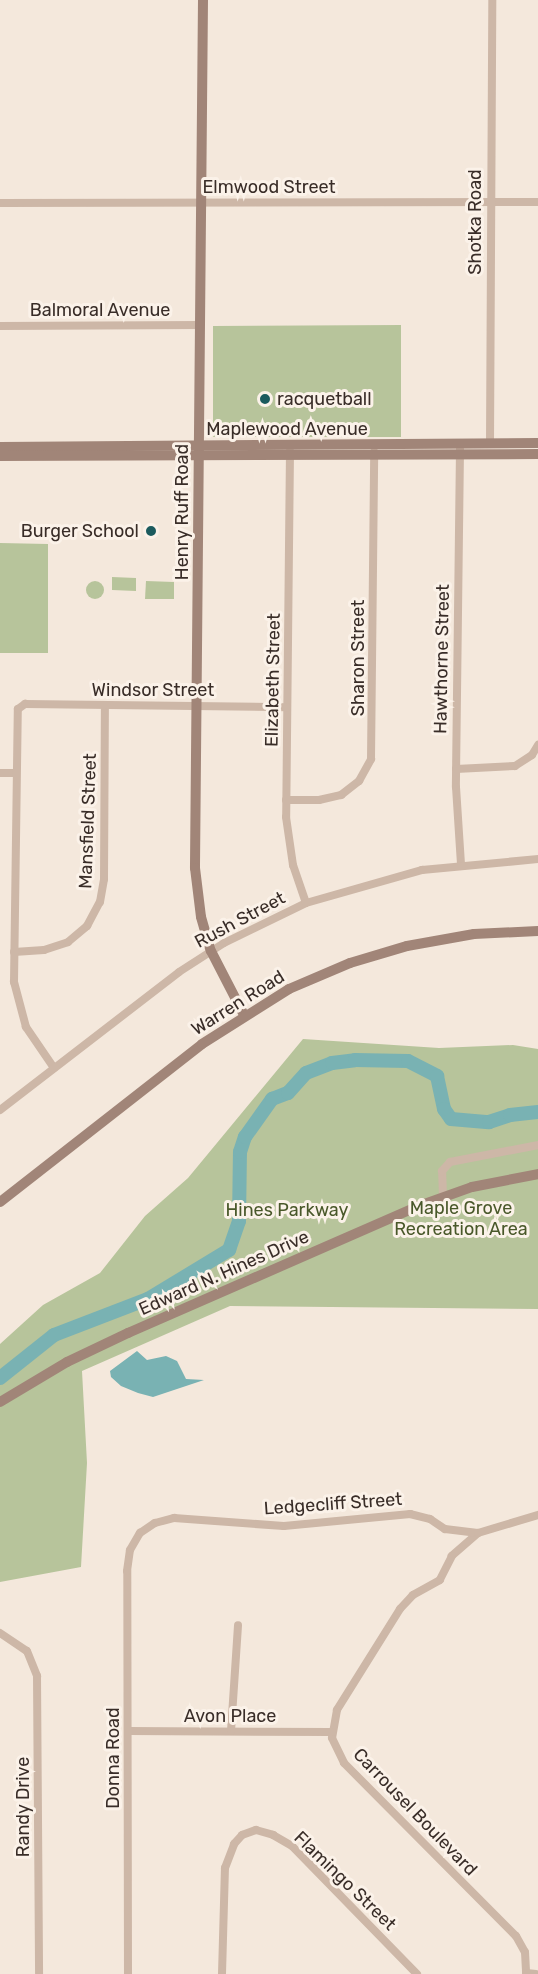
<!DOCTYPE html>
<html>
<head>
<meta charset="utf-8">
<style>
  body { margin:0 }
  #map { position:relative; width:538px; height:1974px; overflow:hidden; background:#f4e8dc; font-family:Rubik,sans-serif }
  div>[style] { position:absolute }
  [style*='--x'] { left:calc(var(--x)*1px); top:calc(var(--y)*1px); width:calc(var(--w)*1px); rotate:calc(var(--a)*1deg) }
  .green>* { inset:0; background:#b7c49b }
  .round { border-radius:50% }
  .water>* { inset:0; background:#79b2b3 }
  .river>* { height:14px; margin:-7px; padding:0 7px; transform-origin:7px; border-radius:7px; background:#79b2b3 }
  .street>* { height:8px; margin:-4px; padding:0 4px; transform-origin:4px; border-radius:4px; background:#cdb7a7 }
  .secondary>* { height:10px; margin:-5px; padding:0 5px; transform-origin:5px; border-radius:5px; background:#a18578 }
  .dots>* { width:16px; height:16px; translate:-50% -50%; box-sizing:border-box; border:3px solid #fbf2e9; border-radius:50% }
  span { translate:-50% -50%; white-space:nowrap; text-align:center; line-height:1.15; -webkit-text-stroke:6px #fbf2e9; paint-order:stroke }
  .street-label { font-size:18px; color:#392d28 }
  .poi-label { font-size:18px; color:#392d28 }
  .left { translate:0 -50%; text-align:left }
  .right { translate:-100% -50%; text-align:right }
  .park-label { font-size:18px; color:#49582a }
</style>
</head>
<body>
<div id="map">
  <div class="green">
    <div style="clip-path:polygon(401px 325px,401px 437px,213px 437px,213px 326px)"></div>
    <div style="clip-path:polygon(0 543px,48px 544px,48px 653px,0 653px)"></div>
    <div style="clip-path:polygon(112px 577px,136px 578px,136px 591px,112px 590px)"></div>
    <div style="clip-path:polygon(146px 581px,174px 582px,174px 599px,145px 599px)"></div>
    <div class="round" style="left:86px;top:581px;width:18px;height:18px"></div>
    <div style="clip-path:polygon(303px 1039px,439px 1048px,513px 1045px,538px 1049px,538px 1309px,230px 1306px,82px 1371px,87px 1463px,81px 1567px,0 1582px,0 1344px,43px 1305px,100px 1273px,145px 1216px,188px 1178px)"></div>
  </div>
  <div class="water">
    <div style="clip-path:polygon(137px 1351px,147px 1360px,166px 1356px,177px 1361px,186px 1379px,204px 1380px,153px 1397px,138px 1393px,121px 1386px,111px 1377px,110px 1371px)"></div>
  </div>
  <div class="river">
    <div style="--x:0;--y:1378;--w:69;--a:-38.5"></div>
    <div style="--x:54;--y:1335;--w:101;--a:-21"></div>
    <div style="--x:148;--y:1299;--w:95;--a:-31.2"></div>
    <div style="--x:229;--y:1250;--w:31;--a:-71"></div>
    <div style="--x:239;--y:1221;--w:69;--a:-89.2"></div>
    <div style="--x:240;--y:1152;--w:16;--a:-72"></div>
    <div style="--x:245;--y:1137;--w:47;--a:-54.6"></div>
    <div style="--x:272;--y:1099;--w:17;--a:-21"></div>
    <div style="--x:288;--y:1093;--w:27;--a:-48"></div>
    <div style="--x:306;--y:1073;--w:28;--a:-21"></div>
    <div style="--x:332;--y:1063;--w:23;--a:-7"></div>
    <div style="--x:355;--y:1060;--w:53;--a:1.1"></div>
    <div style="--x:408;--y:1061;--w:33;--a:27"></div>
    <div style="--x:437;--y:1076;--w:34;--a:78"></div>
    <div style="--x:444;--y:1109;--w:12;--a:55"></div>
    <div style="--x:451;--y:1119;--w:38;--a:5"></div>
    <div style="--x:489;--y:1122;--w:22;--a:-18"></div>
    <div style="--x:510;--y:1115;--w:28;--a:-6"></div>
  </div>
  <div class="street">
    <div style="--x:0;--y:203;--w:538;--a:-0.11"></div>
    <div style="--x:0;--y:326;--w:200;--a:-0.3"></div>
    <div style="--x:490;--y:443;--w:443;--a:-89.7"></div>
    <div style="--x:460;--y:449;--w:338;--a:90.7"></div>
    <div style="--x:456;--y:787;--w:78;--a:86.3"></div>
    <div style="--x:290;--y:451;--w:366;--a:90.6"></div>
    <div style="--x:286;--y:817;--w:49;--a:81.7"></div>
    <div style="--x:293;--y:865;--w:40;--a:71.1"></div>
    <div style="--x:456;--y:769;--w:59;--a:-2.9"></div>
    <div style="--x:515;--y:766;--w:20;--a:-33"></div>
    <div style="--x:532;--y:755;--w:12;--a:-59"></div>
    <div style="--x:0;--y:773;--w:15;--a:0"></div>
    <div style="--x:286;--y:800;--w:33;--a:0"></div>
    <div style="--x:319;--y:800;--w:23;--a:-13"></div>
    <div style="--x:341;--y:795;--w:23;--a:-38"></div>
    <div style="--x:359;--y:781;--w:25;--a:-61"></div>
    <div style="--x:371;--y:759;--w:307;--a:-89.4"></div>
    <div style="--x:14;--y:952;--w:30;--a:-4"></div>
    <div style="--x:44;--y:950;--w:25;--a:-18"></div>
    <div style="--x:68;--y:942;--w:25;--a:-40"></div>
    <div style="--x:87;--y:926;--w:27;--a:-62"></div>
    <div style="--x:100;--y:902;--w:23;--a:-80"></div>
    <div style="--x:104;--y:879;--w:174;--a:-89.7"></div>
    <div style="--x:54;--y:1068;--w:50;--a:-124.3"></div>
    <div style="--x:26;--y:1027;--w:47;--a:-104.9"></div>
    <div style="--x:14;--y:982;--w:273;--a:-89.2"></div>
    <div style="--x:18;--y:709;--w:9;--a:-36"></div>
    <div style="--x:25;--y:704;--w:262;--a:0.7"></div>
    <div style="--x:0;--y:1110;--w:226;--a:-37.6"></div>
    <div style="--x:179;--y:972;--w:54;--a:-32.8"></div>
    <div style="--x:224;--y:943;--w:91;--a:-26"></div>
    <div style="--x:306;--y:903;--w:121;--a:-15.9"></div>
    <div style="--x:422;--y:870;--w:117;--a:-5.4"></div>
    <div style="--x:443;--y:1196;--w:25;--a:-92"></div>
    <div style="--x:442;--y:1171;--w:12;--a:-48"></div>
    <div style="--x:450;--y:1162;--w:90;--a:-10.9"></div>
    <div style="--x:478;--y:1533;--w:35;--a:139"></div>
    <div style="--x:452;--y:1556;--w:27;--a:117"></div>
    <div style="--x:440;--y:1580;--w:31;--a:151"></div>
    <div style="--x:413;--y:1595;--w:19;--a:133"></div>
    <div style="--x:400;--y:1609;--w:119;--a:122"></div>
    <div style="--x:337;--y:1710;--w:28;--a:100"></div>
    <div style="--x:332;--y:1738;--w:28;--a:64"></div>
    <div style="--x:344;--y:1763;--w:244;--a:45.2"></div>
    <div style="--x:516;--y:1936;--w:18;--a:61"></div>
    <div style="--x:525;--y:1952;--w:22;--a:87"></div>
    <div style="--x:0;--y:1633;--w:32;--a:34"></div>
    <div style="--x:27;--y:1651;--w:27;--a:68"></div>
    <div style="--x:37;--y:1676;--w:298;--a:89.6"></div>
    <div style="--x:129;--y:1731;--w:203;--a:0.3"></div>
    <div style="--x:231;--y:1731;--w:106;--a:-86.2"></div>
    <div style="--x:526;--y:1973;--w:10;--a:6"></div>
    <div style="--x:128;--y:1974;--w:403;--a:-90.1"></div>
    <div style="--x:127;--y:1571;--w:21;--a:-82"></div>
    <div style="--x:130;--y:1550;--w:20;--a:-60"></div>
    <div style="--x:140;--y:1533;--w:18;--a:-34"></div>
    <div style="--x:155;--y:1523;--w:20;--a:-15"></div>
    <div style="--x:174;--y:1518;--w:110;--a:4.2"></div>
    <div style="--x:284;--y:1526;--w:127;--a:-5.4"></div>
    <div style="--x:410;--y:1514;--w:21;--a:14"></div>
    <div style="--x:430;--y:1519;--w:18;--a:34"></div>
    <div style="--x:445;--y:1529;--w:33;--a:7"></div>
    <div style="--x:478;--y:1533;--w:63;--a:-16.7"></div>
    <div style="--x:222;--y:1974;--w:106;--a:-88.4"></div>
    <div style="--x:225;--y:1868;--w:26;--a:-69"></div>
    <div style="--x:234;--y:1844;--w:12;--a:-48"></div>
    <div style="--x:242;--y:1835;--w:15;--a:-20"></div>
    <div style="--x:256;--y:1830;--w:18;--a:16"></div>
    <div style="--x:273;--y:1835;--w:22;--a:30"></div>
    <div style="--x:292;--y:1846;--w:179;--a:45.7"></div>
  </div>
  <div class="secondary">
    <div style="--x:203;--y:0;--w:868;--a:90.53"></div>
    <div style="--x:195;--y:868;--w:49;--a:83"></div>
    <div style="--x:201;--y:917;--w:35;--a:74"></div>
    <div style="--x:211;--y:951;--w:72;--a:62.7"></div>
    <div style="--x:0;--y:447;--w:538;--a:-0.43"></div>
    <div style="--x:0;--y:456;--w:538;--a:-0.21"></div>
    <div style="--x:0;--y:1202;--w:256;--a:-38"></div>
    <div style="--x:202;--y:1044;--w:103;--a:-32.3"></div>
    <div style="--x:289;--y:989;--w:66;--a:-23.1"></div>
    <div style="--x:350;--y:963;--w:59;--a:-16.6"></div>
    <div style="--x:407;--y:946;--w:68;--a:-10.2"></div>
    <div style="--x:474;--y:934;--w:64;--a:-2.7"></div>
    <div style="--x:0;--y:1402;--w:78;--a:-30.8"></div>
    <div style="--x:67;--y:1362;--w:68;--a:-25.4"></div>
    <div style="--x:128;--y:1333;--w:314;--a:-23.6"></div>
    <div style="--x:416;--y:1207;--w:59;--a:-19.7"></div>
    <div style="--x:472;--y:1187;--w:67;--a:-11.1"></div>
  </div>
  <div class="dots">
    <div style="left:265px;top:399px;background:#1b5a5d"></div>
    <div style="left:151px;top:531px;background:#1b5a5d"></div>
  </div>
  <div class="street-label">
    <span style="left:269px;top:187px">Elmwood Street</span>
    <span style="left:475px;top:222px;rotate:-90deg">Shotka Road</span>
    <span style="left:100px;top:310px">Balmoral Avenue</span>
    <span style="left:287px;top:429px">Maplewood Avenue</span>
    <span style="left:182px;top:512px;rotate:-90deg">Henry Ruff Road</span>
    <span style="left:358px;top:658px;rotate:-90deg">Sharon Street</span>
    <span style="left:442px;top:659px;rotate:-89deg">Hawthorne Street</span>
    <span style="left:273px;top:680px;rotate:-89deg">Elizabeth Street</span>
    <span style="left:153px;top:690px">Windsor Street</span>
    <span style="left:88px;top:821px;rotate:-88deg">Mansfield Street</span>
    <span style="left:240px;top:920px;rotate:-28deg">Rush Street</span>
    <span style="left:238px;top:1003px;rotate:-32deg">Warren Road</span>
    <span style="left:224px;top:1273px;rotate:-24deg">Edward N. Hines Drive</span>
    <span style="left:333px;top:1504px;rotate:-4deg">Ledgecliff Street</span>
    <span style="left:230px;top:1716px">Avon Place</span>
    <span style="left:113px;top:1758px;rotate:-90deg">Donna Road</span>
    <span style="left:23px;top:1807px;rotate:-90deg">Randy Drive</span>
    <span style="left:415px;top:1812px;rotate:46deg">Carrousel Boulevard</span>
    <span style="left:345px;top:1881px;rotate:44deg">Flamingo Street</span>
  </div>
  <div class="poi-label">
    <span class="left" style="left:277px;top:399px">racquetball</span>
    <span class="right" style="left:139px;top:531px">Burger School</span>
  </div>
  <div class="park-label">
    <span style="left:461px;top:1219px">Maple Grove<br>Recreation Area</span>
    <span style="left:287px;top:1210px">Hines Parkway</span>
  </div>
</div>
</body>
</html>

__________

(EXERCISE DESCRIPTION): Going through the listing above, tally the lines that contain the word "inset" and report the total alone.

(EXERCISE ANSWER): 2